── Excerpted records ──

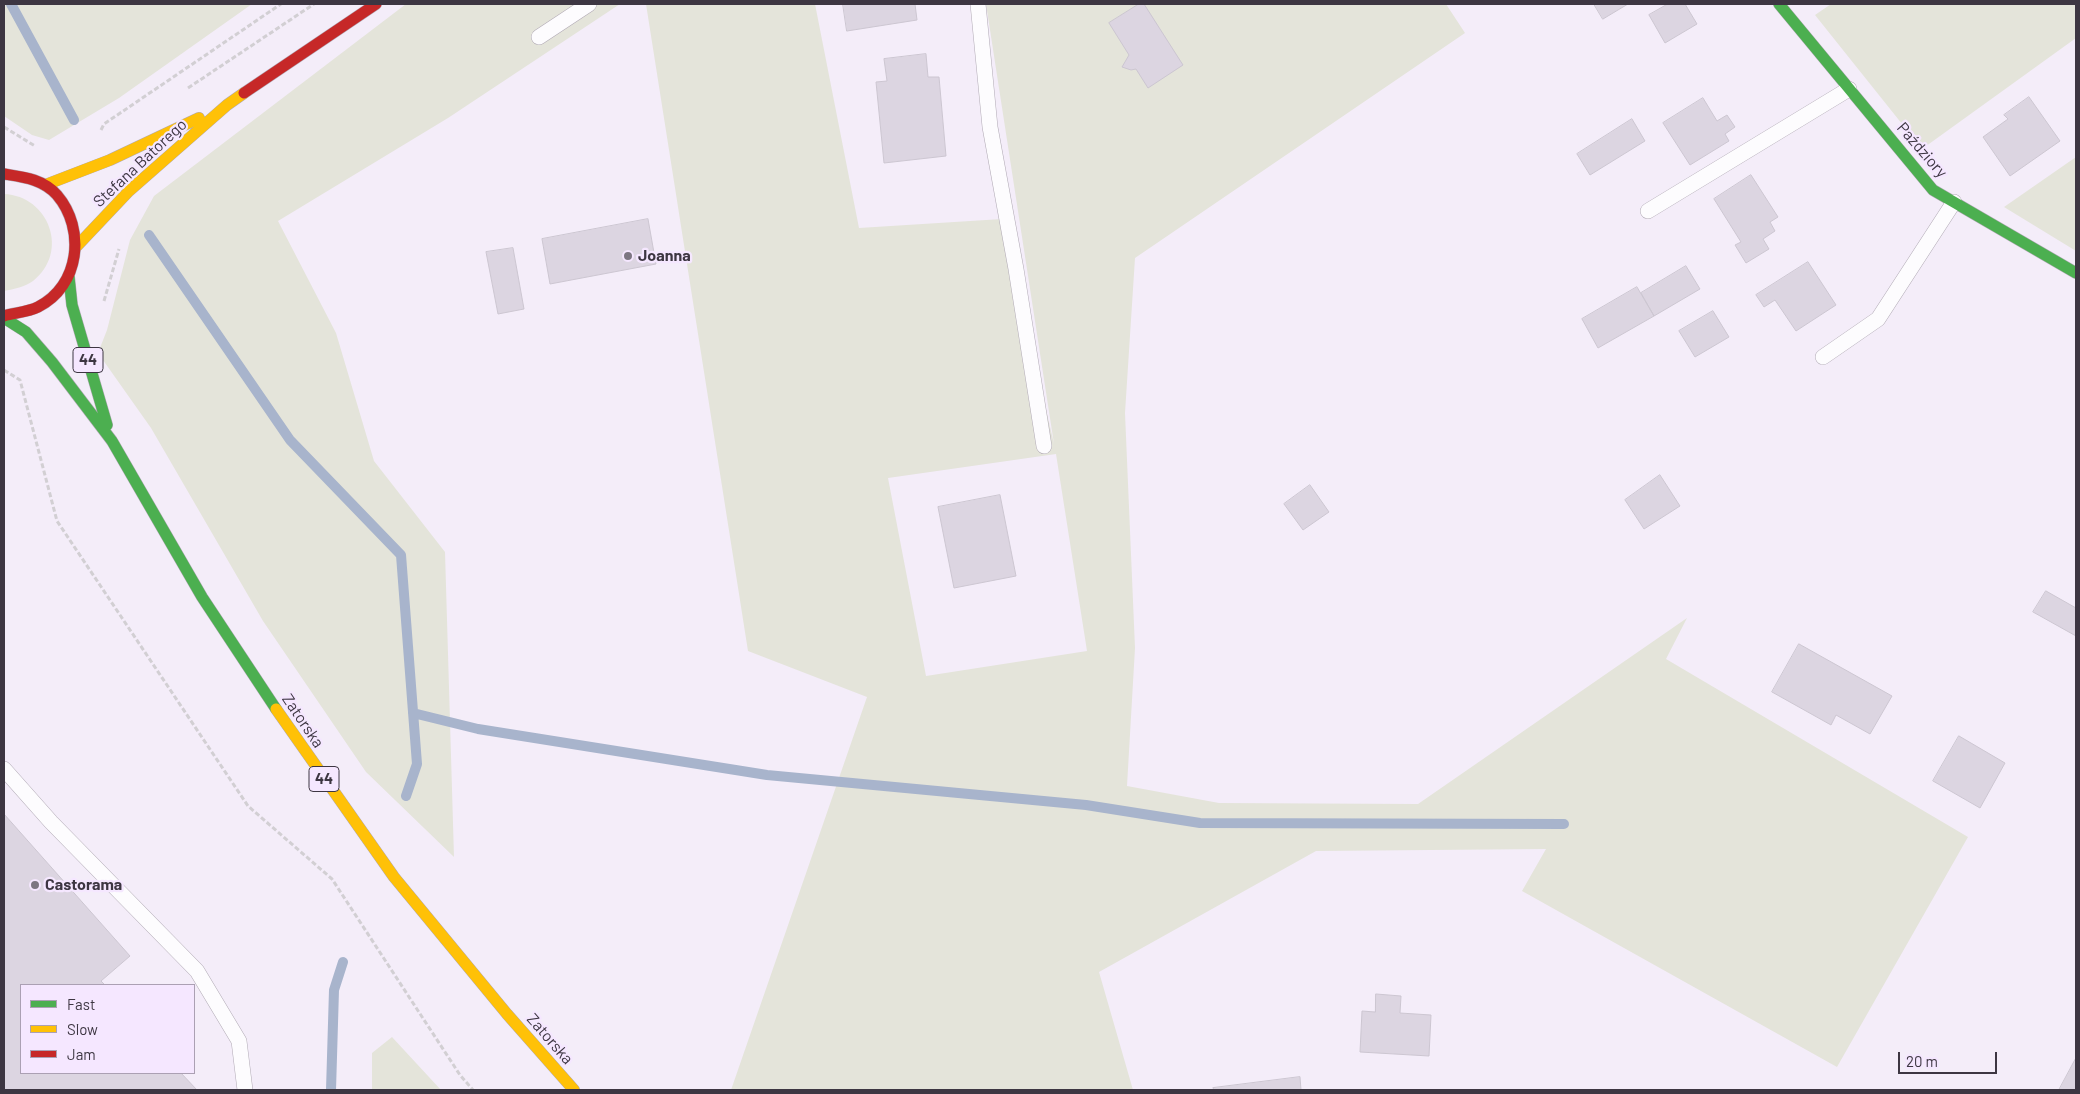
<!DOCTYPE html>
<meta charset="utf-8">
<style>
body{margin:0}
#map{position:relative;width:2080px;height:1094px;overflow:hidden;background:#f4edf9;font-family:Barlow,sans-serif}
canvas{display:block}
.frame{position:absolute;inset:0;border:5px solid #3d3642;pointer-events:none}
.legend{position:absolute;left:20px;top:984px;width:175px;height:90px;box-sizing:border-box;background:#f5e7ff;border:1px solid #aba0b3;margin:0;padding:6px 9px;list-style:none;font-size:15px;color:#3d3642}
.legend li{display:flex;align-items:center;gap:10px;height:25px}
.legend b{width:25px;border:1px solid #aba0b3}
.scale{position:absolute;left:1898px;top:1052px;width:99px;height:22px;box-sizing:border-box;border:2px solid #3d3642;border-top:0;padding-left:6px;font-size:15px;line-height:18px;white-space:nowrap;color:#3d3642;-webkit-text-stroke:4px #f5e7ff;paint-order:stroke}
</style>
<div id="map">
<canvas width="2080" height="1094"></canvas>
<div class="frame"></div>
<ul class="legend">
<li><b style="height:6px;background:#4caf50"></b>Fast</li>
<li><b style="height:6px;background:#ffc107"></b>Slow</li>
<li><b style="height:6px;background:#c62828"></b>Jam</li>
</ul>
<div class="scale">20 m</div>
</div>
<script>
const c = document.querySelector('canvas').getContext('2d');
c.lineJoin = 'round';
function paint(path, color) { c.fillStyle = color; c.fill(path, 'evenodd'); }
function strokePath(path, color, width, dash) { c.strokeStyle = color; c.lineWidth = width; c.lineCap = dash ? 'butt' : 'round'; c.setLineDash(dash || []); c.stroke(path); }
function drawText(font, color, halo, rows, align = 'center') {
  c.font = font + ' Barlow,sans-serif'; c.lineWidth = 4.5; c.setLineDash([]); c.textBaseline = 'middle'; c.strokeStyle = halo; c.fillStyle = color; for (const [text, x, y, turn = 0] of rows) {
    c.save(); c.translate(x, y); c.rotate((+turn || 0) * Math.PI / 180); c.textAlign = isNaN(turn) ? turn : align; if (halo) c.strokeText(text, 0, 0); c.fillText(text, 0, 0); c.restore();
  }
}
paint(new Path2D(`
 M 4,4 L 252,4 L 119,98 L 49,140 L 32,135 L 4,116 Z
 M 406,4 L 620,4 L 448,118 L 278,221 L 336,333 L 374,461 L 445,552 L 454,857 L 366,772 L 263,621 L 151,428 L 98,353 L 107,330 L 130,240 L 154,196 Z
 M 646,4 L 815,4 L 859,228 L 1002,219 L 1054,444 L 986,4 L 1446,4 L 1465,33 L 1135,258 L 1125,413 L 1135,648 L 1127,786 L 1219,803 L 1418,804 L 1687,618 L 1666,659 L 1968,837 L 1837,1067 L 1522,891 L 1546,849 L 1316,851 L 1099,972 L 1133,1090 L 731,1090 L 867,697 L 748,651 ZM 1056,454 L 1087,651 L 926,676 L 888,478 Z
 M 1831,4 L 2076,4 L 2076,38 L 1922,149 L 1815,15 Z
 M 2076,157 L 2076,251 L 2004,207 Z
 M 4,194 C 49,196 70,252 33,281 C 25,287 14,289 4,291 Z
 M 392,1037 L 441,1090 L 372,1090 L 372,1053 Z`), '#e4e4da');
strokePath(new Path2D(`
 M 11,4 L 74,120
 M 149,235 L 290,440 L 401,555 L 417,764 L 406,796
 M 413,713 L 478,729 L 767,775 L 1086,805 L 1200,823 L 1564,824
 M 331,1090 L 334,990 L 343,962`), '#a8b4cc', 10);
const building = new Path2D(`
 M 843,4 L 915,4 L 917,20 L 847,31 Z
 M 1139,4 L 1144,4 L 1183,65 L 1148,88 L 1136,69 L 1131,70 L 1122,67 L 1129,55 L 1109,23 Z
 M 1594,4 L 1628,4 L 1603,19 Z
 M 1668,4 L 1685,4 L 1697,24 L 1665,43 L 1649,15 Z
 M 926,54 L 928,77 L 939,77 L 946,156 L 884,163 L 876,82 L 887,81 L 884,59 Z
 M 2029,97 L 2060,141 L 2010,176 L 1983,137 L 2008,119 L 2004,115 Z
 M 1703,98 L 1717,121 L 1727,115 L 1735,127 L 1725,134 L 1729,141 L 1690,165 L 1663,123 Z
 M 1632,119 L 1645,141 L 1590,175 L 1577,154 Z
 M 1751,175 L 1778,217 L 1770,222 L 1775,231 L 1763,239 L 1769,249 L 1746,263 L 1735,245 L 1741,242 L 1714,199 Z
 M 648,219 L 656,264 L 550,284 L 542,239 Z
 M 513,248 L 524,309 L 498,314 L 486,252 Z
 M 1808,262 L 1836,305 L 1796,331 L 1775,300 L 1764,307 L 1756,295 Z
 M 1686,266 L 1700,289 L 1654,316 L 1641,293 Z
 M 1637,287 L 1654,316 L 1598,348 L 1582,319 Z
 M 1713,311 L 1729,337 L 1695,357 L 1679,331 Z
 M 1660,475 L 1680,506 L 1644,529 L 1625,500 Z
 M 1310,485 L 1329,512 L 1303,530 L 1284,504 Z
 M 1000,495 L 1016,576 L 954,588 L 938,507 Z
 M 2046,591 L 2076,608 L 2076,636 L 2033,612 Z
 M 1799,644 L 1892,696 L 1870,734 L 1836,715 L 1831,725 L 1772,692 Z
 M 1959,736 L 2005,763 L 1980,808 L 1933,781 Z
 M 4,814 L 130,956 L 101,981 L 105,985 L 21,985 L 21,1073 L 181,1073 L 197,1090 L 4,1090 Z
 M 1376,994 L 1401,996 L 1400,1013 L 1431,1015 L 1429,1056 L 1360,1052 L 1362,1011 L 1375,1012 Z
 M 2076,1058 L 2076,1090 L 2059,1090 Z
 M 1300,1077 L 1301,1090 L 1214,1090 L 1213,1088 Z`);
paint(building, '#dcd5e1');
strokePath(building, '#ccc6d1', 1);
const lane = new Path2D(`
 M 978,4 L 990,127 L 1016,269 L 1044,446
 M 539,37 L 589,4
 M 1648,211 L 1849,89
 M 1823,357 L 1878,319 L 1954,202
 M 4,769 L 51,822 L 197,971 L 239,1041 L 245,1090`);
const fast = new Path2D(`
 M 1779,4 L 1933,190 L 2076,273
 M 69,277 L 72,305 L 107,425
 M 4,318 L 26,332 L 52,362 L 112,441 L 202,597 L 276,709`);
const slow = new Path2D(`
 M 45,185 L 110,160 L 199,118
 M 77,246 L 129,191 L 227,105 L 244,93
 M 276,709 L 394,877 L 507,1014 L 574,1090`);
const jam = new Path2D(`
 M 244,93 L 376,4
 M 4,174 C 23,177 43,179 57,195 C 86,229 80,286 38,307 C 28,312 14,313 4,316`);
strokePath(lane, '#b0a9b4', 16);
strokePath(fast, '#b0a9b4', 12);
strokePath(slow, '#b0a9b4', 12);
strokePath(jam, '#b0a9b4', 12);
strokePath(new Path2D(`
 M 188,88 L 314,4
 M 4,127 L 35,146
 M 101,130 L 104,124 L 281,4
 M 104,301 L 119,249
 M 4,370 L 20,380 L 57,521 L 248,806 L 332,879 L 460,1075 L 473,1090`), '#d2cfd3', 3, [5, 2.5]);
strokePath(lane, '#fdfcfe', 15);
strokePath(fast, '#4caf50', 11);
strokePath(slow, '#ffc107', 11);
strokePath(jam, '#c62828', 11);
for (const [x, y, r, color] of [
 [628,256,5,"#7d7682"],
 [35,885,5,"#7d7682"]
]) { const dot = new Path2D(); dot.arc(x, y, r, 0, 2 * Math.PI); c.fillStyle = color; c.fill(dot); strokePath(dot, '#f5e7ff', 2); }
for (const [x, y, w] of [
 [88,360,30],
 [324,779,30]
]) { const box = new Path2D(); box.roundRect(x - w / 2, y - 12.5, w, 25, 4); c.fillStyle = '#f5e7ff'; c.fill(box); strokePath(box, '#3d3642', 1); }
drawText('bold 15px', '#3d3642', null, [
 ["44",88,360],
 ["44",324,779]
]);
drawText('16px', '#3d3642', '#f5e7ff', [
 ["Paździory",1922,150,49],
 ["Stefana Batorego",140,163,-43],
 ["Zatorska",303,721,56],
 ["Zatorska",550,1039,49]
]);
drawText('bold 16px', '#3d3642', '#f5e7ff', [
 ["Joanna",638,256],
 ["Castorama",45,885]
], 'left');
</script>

───
── Excerpted records ──

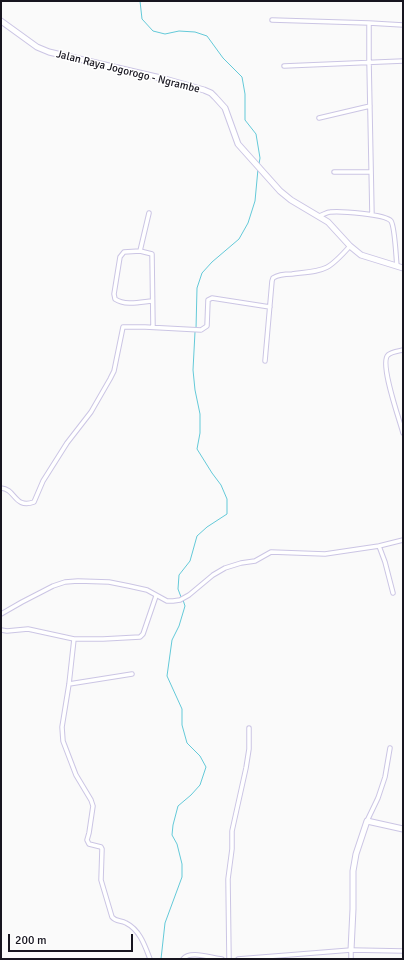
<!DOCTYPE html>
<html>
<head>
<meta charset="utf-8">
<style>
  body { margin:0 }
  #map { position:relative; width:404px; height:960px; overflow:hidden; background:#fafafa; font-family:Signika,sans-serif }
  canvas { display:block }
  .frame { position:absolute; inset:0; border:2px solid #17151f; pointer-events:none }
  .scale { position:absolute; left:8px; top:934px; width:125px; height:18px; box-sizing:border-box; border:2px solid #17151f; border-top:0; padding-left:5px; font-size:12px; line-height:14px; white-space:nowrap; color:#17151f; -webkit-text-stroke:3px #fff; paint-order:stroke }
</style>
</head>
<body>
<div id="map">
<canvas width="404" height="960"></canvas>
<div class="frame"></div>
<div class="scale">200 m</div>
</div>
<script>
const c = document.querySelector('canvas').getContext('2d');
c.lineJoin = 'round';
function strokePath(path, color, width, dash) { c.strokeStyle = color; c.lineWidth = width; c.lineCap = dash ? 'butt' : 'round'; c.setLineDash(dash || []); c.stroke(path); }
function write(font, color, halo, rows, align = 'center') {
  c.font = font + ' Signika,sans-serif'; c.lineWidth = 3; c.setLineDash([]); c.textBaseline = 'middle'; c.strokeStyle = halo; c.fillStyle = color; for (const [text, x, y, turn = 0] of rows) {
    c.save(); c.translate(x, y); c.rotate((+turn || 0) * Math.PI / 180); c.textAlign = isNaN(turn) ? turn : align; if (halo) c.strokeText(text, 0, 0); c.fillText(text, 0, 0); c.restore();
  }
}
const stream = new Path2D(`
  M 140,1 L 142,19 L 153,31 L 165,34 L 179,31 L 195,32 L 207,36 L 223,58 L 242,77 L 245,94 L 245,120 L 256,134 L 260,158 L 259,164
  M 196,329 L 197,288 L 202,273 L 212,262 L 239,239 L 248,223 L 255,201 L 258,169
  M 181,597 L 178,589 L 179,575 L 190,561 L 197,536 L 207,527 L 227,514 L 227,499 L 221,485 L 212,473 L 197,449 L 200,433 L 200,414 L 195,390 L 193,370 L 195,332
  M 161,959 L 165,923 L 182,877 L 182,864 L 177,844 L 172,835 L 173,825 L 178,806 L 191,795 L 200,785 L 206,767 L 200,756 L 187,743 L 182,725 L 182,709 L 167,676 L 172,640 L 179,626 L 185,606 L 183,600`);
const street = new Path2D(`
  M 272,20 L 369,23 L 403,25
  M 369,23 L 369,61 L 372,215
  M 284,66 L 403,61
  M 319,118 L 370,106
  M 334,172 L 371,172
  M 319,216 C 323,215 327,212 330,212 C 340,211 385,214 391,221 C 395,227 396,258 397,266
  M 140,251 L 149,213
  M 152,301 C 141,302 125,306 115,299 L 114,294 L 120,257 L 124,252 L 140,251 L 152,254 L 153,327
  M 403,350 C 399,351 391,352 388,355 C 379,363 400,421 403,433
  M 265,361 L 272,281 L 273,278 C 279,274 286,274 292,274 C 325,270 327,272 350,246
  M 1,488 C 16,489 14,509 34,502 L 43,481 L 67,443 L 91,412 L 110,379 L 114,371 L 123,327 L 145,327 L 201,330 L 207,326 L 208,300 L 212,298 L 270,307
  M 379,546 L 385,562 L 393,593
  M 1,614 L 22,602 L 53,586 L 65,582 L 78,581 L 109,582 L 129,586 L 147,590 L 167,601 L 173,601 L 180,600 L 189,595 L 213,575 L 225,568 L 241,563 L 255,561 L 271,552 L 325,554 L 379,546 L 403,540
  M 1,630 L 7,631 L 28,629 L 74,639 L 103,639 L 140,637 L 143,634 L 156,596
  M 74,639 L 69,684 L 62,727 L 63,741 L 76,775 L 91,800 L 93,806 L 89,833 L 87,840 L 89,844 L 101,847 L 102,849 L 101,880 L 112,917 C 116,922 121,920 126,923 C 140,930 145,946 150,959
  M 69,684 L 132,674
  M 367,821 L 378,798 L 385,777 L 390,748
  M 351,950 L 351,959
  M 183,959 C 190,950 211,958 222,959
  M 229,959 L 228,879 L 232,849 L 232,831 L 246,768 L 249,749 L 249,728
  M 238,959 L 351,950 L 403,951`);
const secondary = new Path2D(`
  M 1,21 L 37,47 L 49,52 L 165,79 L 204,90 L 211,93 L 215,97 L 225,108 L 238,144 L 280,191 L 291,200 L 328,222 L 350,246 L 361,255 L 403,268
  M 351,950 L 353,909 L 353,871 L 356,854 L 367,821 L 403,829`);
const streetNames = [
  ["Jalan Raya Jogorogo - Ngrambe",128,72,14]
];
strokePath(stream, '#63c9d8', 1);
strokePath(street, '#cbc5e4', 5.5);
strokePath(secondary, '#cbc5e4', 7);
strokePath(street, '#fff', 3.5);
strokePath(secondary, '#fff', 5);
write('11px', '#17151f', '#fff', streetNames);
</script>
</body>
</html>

───
── Excerpted records ──

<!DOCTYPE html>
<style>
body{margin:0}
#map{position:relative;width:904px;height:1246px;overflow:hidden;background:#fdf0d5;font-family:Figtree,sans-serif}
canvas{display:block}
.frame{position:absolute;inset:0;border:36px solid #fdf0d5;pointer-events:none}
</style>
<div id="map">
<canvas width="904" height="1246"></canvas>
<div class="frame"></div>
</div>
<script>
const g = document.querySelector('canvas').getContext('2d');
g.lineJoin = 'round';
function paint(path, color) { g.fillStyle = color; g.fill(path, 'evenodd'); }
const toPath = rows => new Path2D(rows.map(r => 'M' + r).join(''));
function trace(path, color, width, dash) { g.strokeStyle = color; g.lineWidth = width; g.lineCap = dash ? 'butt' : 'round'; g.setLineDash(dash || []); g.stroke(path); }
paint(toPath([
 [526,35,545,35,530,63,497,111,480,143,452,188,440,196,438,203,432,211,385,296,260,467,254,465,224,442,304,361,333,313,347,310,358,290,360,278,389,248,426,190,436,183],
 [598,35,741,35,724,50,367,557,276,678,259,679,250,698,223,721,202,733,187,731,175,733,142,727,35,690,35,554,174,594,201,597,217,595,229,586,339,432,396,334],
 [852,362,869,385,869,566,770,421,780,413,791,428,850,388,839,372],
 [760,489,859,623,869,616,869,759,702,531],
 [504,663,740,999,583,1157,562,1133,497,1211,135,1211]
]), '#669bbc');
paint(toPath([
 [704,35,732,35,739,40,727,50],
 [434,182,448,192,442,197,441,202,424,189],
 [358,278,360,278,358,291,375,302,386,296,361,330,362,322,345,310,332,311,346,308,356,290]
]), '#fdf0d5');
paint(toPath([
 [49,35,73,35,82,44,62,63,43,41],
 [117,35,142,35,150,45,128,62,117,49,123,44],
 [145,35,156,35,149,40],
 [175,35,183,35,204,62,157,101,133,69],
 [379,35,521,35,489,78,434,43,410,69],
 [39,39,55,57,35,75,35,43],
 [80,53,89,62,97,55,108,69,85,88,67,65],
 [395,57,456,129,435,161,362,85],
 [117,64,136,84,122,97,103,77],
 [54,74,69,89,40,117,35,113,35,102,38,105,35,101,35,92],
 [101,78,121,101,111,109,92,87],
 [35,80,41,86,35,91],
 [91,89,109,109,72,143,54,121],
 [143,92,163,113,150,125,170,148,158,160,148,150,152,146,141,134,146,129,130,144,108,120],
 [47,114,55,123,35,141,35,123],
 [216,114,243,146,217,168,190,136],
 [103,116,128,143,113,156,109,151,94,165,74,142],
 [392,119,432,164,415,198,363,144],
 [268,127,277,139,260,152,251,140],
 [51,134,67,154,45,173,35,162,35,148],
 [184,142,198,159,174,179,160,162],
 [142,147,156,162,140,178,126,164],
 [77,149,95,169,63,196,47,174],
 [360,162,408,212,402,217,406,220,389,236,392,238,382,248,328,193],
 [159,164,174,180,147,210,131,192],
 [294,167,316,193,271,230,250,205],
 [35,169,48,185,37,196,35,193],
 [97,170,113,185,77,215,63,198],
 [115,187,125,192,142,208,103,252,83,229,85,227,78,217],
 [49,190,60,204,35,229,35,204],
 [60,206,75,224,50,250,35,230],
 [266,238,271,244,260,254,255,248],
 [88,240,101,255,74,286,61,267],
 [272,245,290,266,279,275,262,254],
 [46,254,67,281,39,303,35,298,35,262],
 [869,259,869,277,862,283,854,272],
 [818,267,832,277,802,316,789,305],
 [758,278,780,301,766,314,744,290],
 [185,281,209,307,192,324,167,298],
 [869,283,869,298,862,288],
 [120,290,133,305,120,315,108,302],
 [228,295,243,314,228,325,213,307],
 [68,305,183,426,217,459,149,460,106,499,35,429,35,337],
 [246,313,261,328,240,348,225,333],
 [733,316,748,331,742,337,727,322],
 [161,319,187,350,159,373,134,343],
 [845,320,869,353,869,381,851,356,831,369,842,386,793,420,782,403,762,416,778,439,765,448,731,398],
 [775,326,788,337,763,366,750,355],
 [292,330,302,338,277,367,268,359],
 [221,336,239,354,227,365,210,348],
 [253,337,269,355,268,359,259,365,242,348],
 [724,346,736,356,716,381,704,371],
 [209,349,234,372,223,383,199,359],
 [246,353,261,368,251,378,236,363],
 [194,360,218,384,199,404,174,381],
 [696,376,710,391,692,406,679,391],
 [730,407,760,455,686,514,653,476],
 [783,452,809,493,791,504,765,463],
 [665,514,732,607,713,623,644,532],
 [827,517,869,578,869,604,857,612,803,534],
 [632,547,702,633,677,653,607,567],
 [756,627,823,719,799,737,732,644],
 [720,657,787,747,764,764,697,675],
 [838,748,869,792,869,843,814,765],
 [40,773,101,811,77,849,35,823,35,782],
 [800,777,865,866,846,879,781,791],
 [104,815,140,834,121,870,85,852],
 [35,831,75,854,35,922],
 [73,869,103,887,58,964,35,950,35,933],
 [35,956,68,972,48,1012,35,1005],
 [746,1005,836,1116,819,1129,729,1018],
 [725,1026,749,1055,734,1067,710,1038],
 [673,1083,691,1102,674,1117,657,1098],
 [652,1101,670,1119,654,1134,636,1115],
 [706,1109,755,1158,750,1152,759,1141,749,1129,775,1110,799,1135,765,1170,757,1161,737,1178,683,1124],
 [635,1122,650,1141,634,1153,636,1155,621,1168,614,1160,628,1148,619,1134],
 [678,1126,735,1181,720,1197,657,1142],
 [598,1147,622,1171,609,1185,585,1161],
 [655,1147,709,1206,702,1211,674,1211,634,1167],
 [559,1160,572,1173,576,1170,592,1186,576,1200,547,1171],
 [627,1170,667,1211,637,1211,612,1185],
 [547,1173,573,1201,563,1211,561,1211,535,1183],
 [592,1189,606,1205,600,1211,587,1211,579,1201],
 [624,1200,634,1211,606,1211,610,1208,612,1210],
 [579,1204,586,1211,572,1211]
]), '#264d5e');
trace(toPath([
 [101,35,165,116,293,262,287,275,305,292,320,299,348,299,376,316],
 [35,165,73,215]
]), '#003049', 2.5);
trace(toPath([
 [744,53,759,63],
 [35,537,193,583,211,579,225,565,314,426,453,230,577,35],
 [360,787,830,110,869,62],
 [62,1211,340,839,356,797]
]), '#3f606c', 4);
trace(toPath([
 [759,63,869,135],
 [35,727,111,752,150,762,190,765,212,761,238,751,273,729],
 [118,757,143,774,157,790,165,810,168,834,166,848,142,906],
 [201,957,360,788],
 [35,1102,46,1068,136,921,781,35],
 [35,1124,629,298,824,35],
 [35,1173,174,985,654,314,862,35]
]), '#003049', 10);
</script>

───

Required action ▸
Among the lines above, which contain the word "center"? Copy every one.

Your response ▸
.legend li{display:flex;align-items:center;gap:10px;height:25px}
function drawText(font, color, halo, rows, align = 'center') {
function write(font, color, halo, rows, align = 'center') {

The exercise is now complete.